Information given:
- - - -
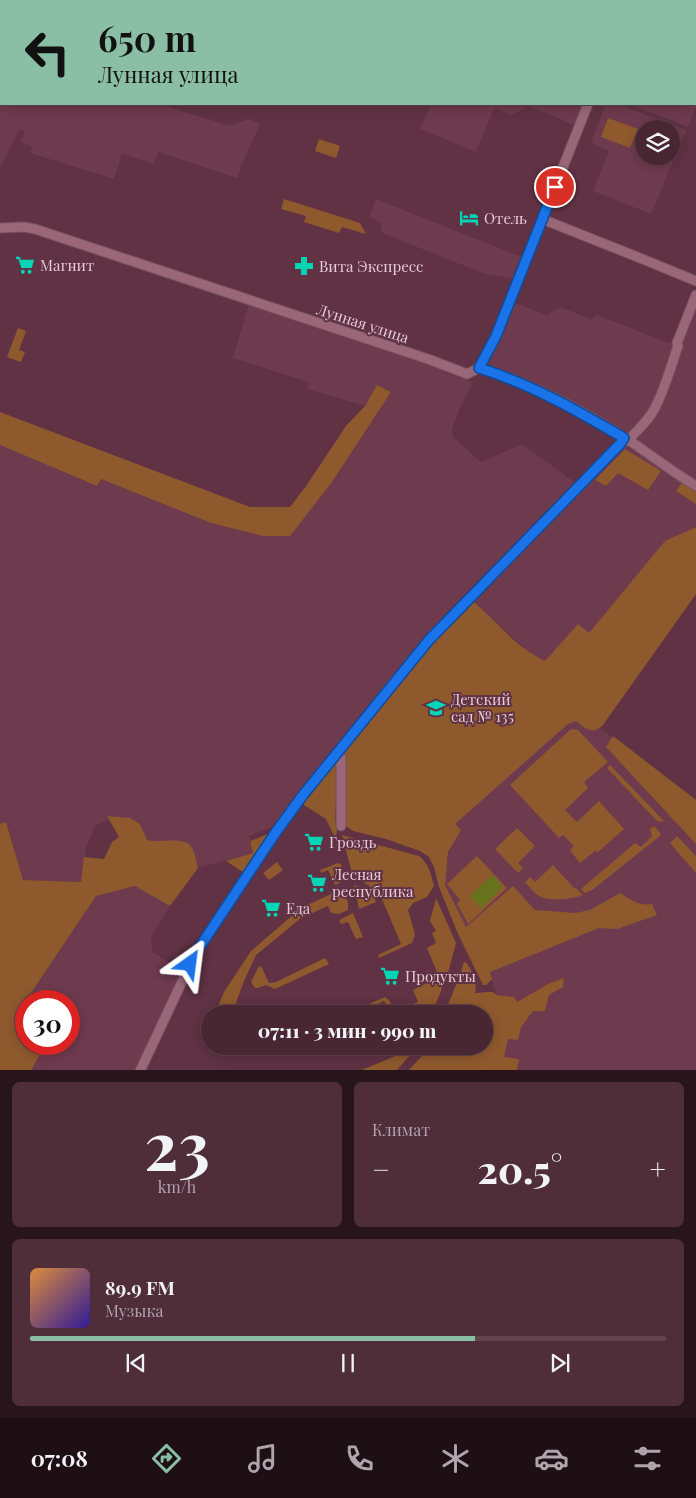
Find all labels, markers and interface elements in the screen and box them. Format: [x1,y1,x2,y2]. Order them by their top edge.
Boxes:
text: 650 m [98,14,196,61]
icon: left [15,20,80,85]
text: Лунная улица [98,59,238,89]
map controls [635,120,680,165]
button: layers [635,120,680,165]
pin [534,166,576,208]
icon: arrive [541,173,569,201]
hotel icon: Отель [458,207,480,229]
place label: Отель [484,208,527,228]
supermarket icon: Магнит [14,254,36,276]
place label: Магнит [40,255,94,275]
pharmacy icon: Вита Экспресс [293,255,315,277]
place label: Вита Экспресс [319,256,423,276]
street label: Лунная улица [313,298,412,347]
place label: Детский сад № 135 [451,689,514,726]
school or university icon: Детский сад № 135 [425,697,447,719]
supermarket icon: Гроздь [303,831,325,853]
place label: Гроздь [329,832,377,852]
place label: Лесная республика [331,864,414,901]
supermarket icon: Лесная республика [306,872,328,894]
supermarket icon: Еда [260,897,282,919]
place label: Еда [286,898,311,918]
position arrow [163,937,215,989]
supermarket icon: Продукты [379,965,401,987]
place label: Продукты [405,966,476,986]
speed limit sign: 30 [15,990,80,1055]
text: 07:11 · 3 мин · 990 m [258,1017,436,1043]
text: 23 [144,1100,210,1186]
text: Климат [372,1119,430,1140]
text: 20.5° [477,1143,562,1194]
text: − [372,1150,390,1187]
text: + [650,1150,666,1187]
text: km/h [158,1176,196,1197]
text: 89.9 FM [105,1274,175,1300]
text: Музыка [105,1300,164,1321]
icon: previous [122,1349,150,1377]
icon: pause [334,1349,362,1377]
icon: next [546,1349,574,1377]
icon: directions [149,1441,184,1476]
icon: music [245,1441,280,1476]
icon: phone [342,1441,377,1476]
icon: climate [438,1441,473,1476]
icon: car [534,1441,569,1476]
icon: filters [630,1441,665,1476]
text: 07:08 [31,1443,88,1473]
- - - -
Problem statement: The data must be repeated exactly. Any pictures in it are to be left out.

Task result:
Find all labels, markers and interface elements in the screen and box them. Format: [x1,y1,x2,y2]. Order them by their top edge.
Boxes:
text: 650 m [98,14,196,61]
icon: left [15,20,80,85]
text: Лунная улица [98,59,238,89]
map controls [635,120,680,165]
button: layers [635,120,680,165]
pin [534,166,576,208]
icon: arrive [541,173,569,201]
hotel icon: Отель [458,207,480,229]
place label: Отель [484,208,527,228]
supermarket icon: Магнит [14,254,36,276]
place label: Магнит [40,255,94,275]
pharmacy icon: Вита Экспресс [293,255,315,277]
place label: Вита Экспресс [319,256,423,276]
street label: Лунная улица [313,298,412,347]
place label: Детский сад № 135 [451,689,514,726]
school or university icon: Детский сад № 135 [425,697,447,719]
supermarket icon: Гроздь [303,831,325,853]
place label: Гроздь [329,832,377,852]
place label: Лесная республика [331,864,414,901]
supermarket icon: Лесная республика [306,872,328,894]
supermarket icon: Еда [260,897,282,919]
place label: Еда [286,898,311,918]
position arrow [163,937,215,989]
supermarket icon: Продукты [379,965,401,987]
place label: Продукты [405,966,476,986]
speed limit sign: 30 [15,990,80,1055]
text: 07:11 · 3 мин · 990 m [258,1017,436,1043]
text: 23 [144,1100,210,1186]
text: Климат [372,1119,430,1140]
text: 20.5° [477,1143,562,1194]
text: − [372,1150,390,1187]
text: + [650,1150,666,1187]
text: km/h [158,1176,196,1197]
text: 89.9 FM [105,1274,175,1300]
text: Музыка [105,1300,164,1321]
icon: previous [122,1349,150,1377]
icon: pause [334,1349,362,1377]
icon: next [546,1349,574,1377]
icon: directions [149,1441,184,1476]
icon: music [245,1441,280,1476]
icon: phone [342,1441,377,1476]
icon: climate [438,1441,473,1476]
icon: car [534,1441,569,1476]
icon: filters [630,1441,665,1476]
text: 07:08 [31,1443,88,1473]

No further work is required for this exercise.